Directions for this task: Gather all lines from the material that contain the word "evenodd".
★ ★ ★
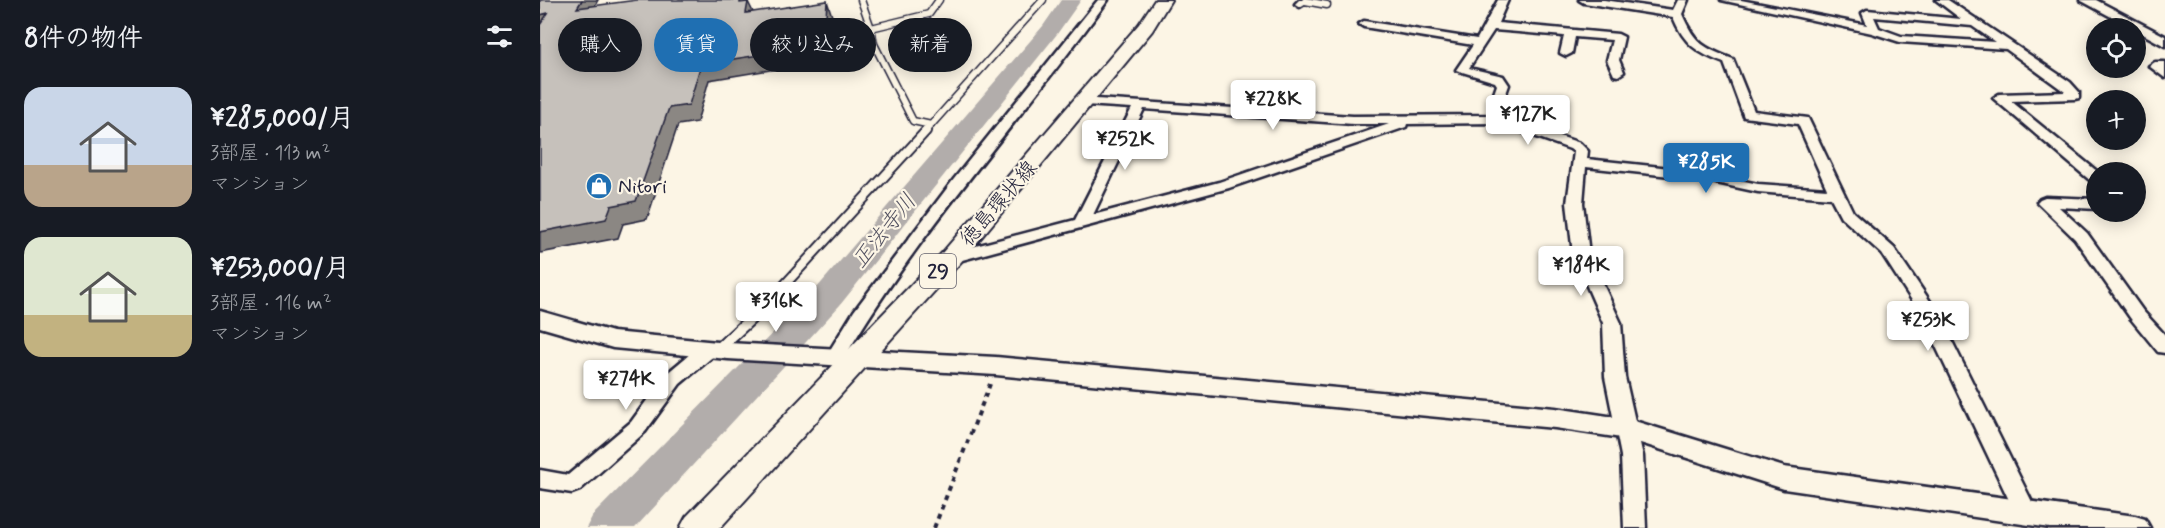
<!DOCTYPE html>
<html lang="ja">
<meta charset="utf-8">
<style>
body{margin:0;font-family:Mynerve,"Klee One",sans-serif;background:#20242c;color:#f1f3f6;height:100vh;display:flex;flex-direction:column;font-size:22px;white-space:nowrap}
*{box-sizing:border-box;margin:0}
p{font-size:20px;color:#9ea1a6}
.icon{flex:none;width:33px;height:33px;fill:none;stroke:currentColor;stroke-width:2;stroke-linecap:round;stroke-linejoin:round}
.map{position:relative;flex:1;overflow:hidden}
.panel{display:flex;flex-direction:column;background:#171b24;width:540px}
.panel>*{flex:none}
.hud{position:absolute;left:18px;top:18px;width:570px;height:54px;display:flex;gap:12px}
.buttons{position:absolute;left:1546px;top:18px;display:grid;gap:12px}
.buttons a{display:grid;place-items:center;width:60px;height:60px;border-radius:50%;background:#171b24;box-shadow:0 3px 15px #0003;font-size:30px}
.price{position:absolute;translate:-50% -51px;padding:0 14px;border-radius:6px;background:#fff;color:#222;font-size:20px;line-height:39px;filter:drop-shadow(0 2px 3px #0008)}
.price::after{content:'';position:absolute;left:50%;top:36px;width:18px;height:14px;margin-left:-9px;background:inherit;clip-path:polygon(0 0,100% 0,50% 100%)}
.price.current{background:#1f6fb2;color:#fff}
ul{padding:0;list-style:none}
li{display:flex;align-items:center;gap:18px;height:150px;padding:0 24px}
li span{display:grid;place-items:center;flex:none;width:168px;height:120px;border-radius:18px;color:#555}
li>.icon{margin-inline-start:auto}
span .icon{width:72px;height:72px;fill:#fffc;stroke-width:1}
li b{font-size:26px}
h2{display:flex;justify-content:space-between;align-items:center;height:72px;padding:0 24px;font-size:26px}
.tag{padding:0 21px;border-radius:27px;background:#171b24;box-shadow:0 3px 15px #0003;font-size:21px;line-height:54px}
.tag.current{background:#1f6fb2;color:#fff}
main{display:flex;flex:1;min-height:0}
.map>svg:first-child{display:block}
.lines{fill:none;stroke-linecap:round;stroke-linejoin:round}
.river{fill:#b2adab;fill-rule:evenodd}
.service-far2-casing{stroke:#22223b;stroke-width:9}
.service-far1-casing{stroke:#22223b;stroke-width:12}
.service-casing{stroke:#22223b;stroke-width:14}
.minor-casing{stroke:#22223b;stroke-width:5}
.tertiary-casing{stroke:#22223b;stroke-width:5}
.primary-casing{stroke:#22223b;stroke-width:4}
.path{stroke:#22223b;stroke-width:4;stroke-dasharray:5 5;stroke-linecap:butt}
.service-far2{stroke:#fcf5e5;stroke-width:6}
.service-far1{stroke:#fcf5e5;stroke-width:8}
.service{stroke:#fcf5e5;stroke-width:10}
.minor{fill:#fcf5e5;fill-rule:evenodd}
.tertiary{fill:#fcf5e5;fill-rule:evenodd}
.primary{fill:#fcf5e5;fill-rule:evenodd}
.shaded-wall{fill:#8b8783;stroke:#22223b;stroke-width:1.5}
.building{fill:#c6c1bb;stroke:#22223b;stroke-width:1.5}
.labels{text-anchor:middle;stroke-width:4.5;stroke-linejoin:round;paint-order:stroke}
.shield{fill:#fcf5e5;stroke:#63616e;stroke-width:1.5}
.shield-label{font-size:20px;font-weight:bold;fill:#22223b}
.poi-label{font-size:21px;fill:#22223b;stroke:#fcf5e5;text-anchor:start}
.street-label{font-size:21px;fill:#22223b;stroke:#fcf5e5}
.water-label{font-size:22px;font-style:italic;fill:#545362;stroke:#fcf5e5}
</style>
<main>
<section class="panel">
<h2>8件の物件<svg class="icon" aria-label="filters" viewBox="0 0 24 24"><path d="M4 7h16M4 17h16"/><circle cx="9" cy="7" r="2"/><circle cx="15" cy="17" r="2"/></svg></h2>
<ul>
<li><span style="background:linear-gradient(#c9d6e8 65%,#b9a48a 0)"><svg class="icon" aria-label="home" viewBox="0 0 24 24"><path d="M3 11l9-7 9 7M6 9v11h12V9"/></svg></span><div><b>¥285,000/月</b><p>3部屋 · 113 m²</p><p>マンション</p></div></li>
<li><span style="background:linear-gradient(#dfe7d0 65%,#c2b280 0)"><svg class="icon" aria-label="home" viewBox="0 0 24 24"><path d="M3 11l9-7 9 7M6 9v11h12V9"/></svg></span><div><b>¥253,000/月</b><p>3部屋 · 116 m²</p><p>マンション</p></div></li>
</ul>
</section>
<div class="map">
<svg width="1625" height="528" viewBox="0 0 1625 528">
<rect width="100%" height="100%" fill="#fcf5e5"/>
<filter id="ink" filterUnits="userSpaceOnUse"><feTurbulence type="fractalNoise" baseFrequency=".0167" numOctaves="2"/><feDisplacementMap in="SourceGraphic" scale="12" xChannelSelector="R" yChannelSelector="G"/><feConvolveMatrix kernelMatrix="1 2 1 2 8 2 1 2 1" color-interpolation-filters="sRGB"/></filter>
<g filter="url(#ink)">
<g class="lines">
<path class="river" d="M521,0h20l-24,34 -217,271 -205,223h-49l7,-13 223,-226 227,-263z"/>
<defs>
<g id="service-far2">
<path d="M321,0l10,28"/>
<path d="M765,1l22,4"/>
<path d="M391,125l112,-125"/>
<path d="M384,132l7,-7 -18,-4 -39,-77 -3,-16 58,-14 10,-14"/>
</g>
<path id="service-far1" d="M227,304l159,-173"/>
<path id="service" d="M178,349l50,-46"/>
<g id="minor">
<path d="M558,0h10c-88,121 -191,233 -267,363h-14l-2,-5 29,-47 100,-132z"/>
<path d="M759,0h12l-11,7 -5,-3z"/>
<path d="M958,0h10l-10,23 120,11 6,3 -5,23 5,12 -6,4 -4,-1 -7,-15 5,-20 -37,-3 -3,16 -6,3 -6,-3 4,-17 -70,-6 -25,38 34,8 6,9 -6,17 1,15 76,26 8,8 -1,8 111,12 60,13 69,5 -29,-65 -54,-7 -20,-54c-27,-10 -40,-19 -51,-46l-89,-14 -5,-3h25l69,10 5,-10h10l-6,14c13,30 22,34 51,45l21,52 54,7 45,94 41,36 44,65 99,199 -3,7 -8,2 -8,-2 -98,-206 -38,-59 -41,-37 -10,-19 -73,-6 -60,-13 -112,-12 -3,36 6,51 32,69 4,54 18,79 3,72h-22l-3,-72 -16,-79 -2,-54 -30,-69 -6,-51 7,-51 -4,-3 -73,-26 -90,1 -1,3 -177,61 -278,75 -8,-5 2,-4 130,-34 57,-112 -47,-3 -6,-4 2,-3 272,18 138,-1v-13l6,-17 -2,-3 -39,-12 17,-25 -109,-18 -5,-3 5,-3 113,18zM604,109l209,15h36l-170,58 -126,33z"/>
<path d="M1181,0h20l126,25 -5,-12 5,-3 94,9 -25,-19h12l122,82 9,10v6l-4,1 -64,2 87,71 -1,11 -5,-1 -99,-84 6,-4 66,-2 -59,-43 -106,-7 -28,-9zM1334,17l98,9 23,16 -94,-6 -22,-8z"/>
<path d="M1615,62h10v16l-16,-12z"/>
<path d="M1505,197l52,2v10l-38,-2 28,26 56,78 22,24v18l-7,-1 -27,-33 -56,-80 -35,-34 -3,-3 3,-3z"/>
<path d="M169,343l7,1 2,5 -2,5 -36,30 -35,48 -65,58 -8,3 -32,-5v-18l28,5 63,-53 35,-48 36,-30z"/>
</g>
<g id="tertiary">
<path d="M1540,0h16l69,36v10z"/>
<path d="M0,311l73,21 115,11 268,14 559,51 73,11 156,48 351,49 10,3 5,9h-100l-266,-39 -156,-50 -73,-11 -559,-53 -268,-16 -115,-11 -73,-21z"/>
</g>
<path id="primary" d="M615,0h16l-19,31 -192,232 -240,265h-40l6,-11 256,-264 197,-229z"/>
</defs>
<use href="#service-far2" class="service-far2-casing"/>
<use href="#service-far1" class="service-far1-casing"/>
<use href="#service" class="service-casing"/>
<use href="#minor" class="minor-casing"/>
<use href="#tertiary" class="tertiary-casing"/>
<use href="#primary" class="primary-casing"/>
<path class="path" d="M394,528l56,-144"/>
<use href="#service-far2" class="service-far2"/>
<use href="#service-far1" class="service-far1"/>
<use href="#service" class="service"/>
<use href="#minor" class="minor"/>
<use href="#tertiary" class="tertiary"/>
<use href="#primary" class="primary"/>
</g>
<g class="shaded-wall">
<path d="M42,0h16l-13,23 -8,-15z"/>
<path d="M198,0h7v3l3,-1 7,14 -9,2z"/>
<path d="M287,1l10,30 -1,17h-5v12l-122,20 -12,42 -19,3 -31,94 -24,5 -5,14 -78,15v-21l71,-26 58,-98 32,-44 125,-47z"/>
<path d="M8,13l-8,18v-16z"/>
</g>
<path class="building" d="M0,0h42l-5,8 60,-8h103v3l8,-1 -2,11 81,-12 -1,16 5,-1 -1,17h-5v12l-124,19 -12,41 -20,3 -33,93 -25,5 -5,13 -66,13v-207l8,-12 -8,2z"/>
</g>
<defs>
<symbol id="shop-disc" viewBox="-11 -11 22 22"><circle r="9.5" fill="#1f6fb2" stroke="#fcf5e5"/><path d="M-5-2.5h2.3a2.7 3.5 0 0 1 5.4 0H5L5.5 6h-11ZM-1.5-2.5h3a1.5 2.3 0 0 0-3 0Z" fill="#fff"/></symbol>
</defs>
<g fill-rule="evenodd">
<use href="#shop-disc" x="44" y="171" width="30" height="30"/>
</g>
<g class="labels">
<rect class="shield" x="380" y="254" width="36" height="34" rx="4.5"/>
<g class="shield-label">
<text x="398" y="278">29</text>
</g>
<g class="poi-label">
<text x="78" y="193">Nitori</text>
</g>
<g class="street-label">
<text transform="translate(458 203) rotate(-49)" y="7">徳島環状線</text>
</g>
<g class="water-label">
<text transform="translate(343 230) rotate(-51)" y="8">正法寺川</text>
</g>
</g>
</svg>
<div class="buttons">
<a><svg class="icon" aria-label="locate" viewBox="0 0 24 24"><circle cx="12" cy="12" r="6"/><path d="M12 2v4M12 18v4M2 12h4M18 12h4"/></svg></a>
<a>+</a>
<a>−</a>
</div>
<b class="price" style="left:733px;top:131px">¥228K</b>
<b class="price" style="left:988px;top:146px">¥127K</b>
<b class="price" style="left:585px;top:171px">¥252K</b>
<b class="price current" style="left:1166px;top:194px">¥285K</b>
<b class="price" style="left:1041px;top:297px">¥184K</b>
<b class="price" style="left:236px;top:333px">¥316K</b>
<b class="price" style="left:1388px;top:352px">¥253K</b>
<b class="price" style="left:86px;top:411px">¥274K</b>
<div class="hud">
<a class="tag">購入</a>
<a class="tag current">賃貸</a>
<a class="tag">絞り込み</a>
<a class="tag">新着</a>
</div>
</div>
</main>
★ ★ ★
Task answer:
.river{fill:#b2adab;fill-rule:evenodd}
.minor{fill:#fcf5e5;fill-rule:evenodd}
.tertiary{fill:#fcf5e5;fill-rule:evenodd}
.primary{fill:#fcf5e5;fill-rule:evenodd}
<g fill-rule="evenodd">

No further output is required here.